Note that pairs of consecutive candidates are highly correlated, at 
90%.  This makes sense.  However, the rest of the correlations are 
completely counterintuitive:

   corr(A, E)
   > corr(A, D) = corr(B, E)
   > corr(A, C) = corr(B, D) = corr(C, E)

That is, the further apart candidates are on the political spectrum, the 
more correlated they are!  This is clearly flawed, so we need a better 
definition of correlation.

So, I will now propose a new method of ranking correlations.  I have not 
defined an absolute measure of correlation, which shouldn't really 
matter that much because the only correlation-based methods proposed so 
far only refer to "most correlated" and "least correlated" candidates.

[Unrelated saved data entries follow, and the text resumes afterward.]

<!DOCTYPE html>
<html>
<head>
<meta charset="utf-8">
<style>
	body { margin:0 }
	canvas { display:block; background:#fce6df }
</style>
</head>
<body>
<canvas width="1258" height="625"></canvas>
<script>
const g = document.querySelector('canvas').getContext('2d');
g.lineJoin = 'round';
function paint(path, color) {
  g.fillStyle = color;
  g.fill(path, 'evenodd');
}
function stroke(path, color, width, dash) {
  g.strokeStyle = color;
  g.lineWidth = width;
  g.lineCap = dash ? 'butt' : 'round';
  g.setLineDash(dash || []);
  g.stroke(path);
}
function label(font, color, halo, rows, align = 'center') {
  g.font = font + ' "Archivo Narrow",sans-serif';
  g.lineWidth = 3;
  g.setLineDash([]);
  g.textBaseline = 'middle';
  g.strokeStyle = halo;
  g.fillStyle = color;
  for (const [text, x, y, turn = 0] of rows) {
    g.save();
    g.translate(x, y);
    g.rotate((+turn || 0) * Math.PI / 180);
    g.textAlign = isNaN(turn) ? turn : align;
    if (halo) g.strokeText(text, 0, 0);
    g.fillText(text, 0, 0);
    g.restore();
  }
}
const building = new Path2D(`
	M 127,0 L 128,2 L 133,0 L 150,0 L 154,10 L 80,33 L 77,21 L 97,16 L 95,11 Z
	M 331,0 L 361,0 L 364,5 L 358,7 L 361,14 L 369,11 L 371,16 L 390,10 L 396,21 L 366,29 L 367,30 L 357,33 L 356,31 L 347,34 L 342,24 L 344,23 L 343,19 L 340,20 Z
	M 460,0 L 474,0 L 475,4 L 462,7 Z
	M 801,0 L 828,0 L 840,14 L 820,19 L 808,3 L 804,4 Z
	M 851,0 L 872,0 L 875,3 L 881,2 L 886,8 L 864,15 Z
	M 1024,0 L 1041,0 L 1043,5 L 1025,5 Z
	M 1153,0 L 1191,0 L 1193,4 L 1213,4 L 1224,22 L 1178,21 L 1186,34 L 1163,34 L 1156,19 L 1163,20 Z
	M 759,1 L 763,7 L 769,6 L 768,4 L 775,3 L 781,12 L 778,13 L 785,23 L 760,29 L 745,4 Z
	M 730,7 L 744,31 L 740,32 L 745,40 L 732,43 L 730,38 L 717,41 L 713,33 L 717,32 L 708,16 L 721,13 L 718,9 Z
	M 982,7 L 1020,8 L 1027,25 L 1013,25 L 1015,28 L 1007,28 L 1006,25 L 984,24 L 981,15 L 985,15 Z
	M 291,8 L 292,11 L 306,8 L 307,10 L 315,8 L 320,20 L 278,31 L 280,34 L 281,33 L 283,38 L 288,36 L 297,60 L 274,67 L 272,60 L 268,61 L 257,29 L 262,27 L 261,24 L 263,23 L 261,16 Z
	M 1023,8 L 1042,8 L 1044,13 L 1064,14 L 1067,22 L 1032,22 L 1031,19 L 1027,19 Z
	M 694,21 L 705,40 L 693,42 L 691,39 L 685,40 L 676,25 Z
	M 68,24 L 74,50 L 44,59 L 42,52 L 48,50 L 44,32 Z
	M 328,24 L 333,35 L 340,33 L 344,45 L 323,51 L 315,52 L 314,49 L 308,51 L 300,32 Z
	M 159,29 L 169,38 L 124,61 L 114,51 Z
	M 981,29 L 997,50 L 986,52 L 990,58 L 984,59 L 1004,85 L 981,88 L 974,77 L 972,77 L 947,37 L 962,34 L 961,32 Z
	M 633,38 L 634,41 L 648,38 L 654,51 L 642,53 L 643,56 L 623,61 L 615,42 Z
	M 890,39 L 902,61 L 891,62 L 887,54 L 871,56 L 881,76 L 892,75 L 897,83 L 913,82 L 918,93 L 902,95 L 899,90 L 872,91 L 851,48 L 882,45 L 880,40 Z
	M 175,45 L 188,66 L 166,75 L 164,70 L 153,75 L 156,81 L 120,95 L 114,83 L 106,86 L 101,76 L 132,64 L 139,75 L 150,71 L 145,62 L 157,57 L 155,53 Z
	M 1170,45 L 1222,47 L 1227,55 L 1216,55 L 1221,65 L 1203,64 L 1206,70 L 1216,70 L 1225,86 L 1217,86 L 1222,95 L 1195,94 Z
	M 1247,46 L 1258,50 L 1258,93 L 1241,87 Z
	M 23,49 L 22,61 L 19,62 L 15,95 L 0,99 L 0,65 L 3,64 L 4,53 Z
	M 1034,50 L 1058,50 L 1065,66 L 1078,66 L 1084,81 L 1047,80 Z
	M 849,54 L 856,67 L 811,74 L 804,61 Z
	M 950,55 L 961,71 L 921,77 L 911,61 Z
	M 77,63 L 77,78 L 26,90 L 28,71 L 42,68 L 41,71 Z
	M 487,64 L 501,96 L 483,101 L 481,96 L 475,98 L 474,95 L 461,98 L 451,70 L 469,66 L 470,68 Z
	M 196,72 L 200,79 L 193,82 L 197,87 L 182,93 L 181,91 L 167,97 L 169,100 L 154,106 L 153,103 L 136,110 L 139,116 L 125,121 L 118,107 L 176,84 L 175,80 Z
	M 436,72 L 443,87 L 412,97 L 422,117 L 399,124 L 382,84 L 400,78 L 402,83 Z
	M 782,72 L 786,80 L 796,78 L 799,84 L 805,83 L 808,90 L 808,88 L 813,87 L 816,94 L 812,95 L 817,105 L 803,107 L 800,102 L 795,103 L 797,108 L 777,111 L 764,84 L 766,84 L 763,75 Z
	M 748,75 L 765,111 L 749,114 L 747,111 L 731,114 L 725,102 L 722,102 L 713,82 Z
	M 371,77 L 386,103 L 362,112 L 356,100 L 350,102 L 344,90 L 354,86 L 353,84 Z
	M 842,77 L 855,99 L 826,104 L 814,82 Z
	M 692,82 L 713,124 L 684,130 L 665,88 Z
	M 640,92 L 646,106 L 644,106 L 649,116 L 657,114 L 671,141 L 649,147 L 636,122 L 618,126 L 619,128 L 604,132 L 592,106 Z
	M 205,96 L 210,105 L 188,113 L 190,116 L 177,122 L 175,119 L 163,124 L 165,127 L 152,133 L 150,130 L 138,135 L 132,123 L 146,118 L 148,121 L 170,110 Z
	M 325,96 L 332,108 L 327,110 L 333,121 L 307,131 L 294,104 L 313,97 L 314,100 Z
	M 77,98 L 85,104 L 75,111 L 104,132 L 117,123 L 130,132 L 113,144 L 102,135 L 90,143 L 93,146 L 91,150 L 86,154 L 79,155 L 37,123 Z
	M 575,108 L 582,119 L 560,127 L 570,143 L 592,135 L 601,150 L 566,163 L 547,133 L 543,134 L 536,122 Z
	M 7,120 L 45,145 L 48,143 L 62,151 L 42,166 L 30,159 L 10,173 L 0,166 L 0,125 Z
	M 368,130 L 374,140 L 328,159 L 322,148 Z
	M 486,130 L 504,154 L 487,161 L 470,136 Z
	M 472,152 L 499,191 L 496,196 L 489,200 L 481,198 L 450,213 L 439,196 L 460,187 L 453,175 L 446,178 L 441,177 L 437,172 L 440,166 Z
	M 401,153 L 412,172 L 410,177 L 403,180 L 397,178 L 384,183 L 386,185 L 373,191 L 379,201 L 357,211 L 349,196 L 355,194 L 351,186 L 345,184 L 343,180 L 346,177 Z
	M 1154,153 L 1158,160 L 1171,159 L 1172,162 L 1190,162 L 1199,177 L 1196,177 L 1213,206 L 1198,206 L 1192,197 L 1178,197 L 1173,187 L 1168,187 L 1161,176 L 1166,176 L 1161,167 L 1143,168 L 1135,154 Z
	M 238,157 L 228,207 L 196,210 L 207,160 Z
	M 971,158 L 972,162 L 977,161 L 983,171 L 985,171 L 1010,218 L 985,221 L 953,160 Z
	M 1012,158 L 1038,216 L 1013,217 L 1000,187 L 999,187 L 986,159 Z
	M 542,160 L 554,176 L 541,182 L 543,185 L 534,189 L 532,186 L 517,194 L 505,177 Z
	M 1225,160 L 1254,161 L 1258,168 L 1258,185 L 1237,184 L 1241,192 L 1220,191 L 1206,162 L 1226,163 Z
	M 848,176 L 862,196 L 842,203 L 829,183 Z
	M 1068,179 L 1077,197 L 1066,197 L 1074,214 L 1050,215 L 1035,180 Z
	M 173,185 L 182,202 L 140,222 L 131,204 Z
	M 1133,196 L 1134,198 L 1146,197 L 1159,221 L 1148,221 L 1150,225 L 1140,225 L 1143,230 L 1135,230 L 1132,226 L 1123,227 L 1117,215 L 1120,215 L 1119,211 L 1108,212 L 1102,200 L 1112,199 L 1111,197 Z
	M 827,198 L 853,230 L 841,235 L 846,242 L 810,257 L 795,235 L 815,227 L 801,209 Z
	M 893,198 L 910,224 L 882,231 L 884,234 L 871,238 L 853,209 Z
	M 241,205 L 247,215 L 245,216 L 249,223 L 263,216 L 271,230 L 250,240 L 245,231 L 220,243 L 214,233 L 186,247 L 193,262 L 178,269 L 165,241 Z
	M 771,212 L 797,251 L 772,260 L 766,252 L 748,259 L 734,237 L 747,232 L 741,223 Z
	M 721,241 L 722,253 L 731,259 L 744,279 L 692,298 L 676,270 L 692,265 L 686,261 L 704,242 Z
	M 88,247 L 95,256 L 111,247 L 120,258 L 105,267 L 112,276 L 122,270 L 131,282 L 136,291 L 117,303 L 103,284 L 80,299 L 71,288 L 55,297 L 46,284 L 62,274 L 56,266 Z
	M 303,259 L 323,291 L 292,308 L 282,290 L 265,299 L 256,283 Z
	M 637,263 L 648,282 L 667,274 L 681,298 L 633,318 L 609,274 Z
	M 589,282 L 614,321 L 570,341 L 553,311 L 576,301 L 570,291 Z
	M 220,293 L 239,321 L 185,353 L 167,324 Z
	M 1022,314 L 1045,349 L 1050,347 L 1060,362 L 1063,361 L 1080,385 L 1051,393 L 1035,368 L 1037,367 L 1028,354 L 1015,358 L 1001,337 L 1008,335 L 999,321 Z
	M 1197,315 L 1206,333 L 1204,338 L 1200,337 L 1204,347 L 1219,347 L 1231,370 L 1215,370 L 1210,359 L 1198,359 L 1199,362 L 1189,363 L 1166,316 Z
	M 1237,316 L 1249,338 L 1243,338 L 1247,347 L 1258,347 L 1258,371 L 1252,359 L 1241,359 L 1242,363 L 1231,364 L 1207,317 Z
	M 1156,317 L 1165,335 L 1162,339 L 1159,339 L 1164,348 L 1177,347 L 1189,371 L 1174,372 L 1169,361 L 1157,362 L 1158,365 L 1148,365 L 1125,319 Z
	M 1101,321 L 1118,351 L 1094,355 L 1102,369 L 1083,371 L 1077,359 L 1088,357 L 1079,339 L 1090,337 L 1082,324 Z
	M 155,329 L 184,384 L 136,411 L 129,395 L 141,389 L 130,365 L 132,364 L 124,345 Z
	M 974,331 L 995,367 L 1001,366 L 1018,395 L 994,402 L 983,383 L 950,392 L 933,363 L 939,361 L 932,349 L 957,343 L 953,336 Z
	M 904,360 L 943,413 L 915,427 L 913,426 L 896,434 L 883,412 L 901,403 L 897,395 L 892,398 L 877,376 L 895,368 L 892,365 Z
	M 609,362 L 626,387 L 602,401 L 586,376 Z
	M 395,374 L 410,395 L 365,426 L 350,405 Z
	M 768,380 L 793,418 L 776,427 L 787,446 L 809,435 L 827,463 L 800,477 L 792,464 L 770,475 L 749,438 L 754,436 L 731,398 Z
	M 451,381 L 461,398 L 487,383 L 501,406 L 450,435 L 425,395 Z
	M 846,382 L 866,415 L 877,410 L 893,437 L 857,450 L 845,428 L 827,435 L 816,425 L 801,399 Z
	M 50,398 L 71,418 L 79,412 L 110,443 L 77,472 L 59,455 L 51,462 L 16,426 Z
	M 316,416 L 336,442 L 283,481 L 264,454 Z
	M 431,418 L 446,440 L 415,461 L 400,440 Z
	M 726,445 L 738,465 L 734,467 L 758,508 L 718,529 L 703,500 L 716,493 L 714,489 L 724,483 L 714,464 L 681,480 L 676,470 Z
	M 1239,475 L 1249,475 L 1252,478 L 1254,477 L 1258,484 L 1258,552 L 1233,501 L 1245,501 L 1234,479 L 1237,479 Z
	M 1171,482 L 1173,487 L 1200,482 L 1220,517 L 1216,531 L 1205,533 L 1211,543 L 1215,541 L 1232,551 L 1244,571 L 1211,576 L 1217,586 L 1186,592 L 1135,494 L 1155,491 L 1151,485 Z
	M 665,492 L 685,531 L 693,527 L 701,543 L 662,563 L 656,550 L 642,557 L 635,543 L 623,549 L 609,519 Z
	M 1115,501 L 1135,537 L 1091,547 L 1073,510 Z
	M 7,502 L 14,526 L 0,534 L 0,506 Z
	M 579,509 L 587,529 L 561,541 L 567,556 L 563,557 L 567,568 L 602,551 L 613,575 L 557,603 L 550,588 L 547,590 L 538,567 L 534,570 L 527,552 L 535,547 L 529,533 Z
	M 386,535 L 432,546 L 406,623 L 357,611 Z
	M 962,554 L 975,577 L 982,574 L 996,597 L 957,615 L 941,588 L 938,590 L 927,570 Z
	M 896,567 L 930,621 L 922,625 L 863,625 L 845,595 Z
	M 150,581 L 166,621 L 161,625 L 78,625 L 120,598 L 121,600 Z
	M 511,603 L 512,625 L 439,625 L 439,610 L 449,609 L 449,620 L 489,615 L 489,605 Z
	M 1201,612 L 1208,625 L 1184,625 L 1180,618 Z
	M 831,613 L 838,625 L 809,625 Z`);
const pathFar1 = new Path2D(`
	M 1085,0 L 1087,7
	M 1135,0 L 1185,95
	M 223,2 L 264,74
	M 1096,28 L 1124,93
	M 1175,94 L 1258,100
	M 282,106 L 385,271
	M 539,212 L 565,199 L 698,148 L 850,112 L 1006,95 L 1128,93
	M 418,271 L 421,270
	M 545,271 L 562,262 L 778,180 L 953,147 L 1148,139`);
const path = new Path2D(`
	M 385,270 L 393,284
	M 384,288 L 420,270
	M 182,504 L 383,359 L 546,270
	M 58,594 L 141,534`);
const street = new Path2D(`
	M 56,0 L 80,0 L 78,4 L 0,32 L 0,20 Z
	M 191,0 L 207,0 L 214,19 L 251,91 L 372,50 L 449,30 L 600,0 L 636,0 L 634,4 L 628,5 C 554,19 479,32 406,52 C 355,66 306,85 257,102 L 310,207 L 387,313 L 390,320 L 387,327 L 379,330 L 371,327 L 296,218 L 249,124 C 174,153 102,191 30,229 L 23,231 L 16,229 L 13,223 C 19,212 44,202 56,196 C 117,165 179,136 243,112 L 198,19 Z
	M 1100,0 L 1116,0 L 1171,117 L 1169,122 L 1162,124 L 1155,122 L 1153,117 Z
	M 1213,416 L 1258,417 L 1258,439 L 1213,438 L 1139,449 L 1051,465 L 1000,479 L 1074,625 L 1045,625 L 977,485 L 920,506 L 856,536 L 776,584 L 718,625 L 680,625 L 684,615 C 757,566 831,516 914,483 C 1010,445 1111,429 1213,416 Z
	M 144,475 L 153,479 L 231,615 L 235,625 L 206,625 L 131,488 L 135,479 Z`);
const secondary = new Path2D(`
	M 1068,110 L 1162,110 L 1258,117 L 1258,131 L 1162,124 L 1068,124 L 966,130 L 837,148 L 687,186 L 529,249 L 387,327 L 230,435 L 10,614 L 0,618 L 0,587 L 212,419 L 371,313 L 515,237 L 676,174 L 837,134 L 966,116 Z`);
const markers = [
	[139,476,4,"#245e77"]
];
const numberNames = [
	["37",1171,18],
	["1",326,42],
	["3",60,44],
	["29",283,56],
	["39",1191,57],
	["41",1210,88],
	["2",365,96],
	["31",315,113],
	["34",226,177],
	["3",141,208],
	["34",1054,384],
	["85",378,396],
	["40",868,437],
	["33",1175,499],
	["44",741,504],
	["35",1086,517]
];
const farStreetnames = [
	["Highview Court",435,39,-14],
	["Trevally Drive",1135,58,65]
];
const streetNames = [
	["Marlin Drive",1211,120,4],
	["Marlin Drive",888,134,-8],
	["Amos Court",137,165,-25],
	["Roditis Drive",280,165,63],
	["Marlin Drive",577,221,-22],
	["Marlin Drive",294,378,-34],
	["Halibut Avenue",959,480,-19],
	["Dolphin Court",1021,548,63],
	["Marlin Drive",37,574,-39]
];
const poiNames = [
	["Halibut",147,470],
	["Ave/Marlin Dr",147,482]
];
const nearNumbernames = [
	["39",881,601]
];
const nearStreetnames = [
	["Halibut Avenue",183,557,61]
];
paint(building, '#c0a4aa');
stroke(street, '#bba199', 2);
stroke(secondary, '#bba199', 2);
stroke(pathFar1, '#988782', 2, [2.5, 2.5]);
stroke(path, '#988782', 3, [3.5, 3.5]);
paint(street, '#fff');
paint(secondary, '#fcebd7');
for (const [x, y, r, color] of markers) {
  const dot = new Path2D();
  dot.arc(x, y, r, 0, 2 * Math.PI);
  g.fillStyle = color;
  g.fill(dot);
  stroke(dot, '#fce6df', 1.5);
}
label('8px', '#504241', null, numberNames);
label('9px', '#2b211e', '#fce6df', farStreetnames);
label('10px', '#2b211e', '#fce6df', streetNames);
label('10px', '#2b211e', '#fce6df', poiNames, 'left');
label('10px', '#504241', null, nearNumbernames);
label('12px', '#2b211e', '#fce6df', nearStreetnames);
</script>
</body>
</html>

*** THIRD-ORDER CORRELATION BEATPATH RANKING (TOCBR) ***

Step 1: Count the frequency of each possible ordering of the 3 candidates.

   A>B>C: 20
   A>B>D: 20
   A>B>E: 20
   A>C>D: 30
   A>C>E: 30
   A>D>E: 40
   B>A>C: 10
   B>A>D: 20
   B>A>E: 30
   B>C>A: 10
   B>C>D: 40
   B>C>E: 40
   B>D>A: 10
   B>D>E: 50
   B>E>A: 10
   C>A>D: 10
   C>A>E: 20
   C>B>A: 60
   C>B>D: 10
   C>B>E: 20
   C>D>A: 20
   C>D>B: 10
   C>D>E: 60
   C>E>A: 20
   C>E>B: 10
   D>A>E: 10
   D>B>A: 50
   D>B>E: 10
   D>C>A: 40
   D>C>B: 40
   D>C>E: 10
   D>E>A: 30
   D>E>B: 20
   D>E>C: 10
   E>B>A: 40
   E>C>A: 30
   E>C>B: 30
   E>D>A: 20
   E>D>B: 20
   E>D>C: 20

Step 2: Based on the triples from step 1, compute a pairwise matrix of 
pairs of candidates:

* X>Y>Z -> add 1 vote for (X=Y) > (X=Z) and (Y=Z) > (X=Z)
* X>Y=Z -> add 1 vote for (Y=Z) > (X=Y) and (Y=Z) > (X=Z)
* X=Y>Z -> add 1 vote for (X=Y) > (X=Z) and (X=Y) > (Y=Z)
* X=Y=Z -> ignore

        A=B A=C A=D A=E B=C B=D B=E C=D C=E D=E
   A=B:  0, 80, 70, 60, 10, 20, 30,  0,  0,  0
   A=C: 10,  0, 70, 60, 10,  0,  0, 10, 20,  0
   A=D: 10, 20,  0, 60,  0, 20,  0, 10,  0, 10
   A=E: 10, 20, 30,  0,  0,  0, 30,  0, 20, 10
   B=C: 10, 80,  0,  0,  0, 80, 70, 10, 20,  0
   B=D: 10,  0, 70,  0, 10,  0, 70, 10,  0, 10
   B=E: 10,  0,  0, 60, 10, 20,  0,  0, 20, 10
   C=D:  0, 20, 70,  0, 10, 80,  0,  0, 80, 10
   C=E:  0, 20,  0, 60, 10,  0, 70, 10,  0, 10
   D=E:  0,  0, 30, 60,  0, 20, 70, 10, 80,  0

Step 3: Find the strongest beatpaths between each pair of candidate 
pairs.  Rank the candidate pairs according to (# of beatpath wins) - (# 
of beatpath losses).

Using Margins in the example, we get a ranking of:

   1. B=C and C=D (6)
   3. A=B and D=E (5)
   5. A=C, B=D, and C=E (-1)
   8. A=D and B=E (-5)
   10. A=E (-9)

The only counterintuive results are B being more correlated to C than to 
A, and D being more correlated to C than E -- distinctions appearing 
between identical distances on the political spectrum.  But it's far 
more reasonable than the original definition of third-order correlation.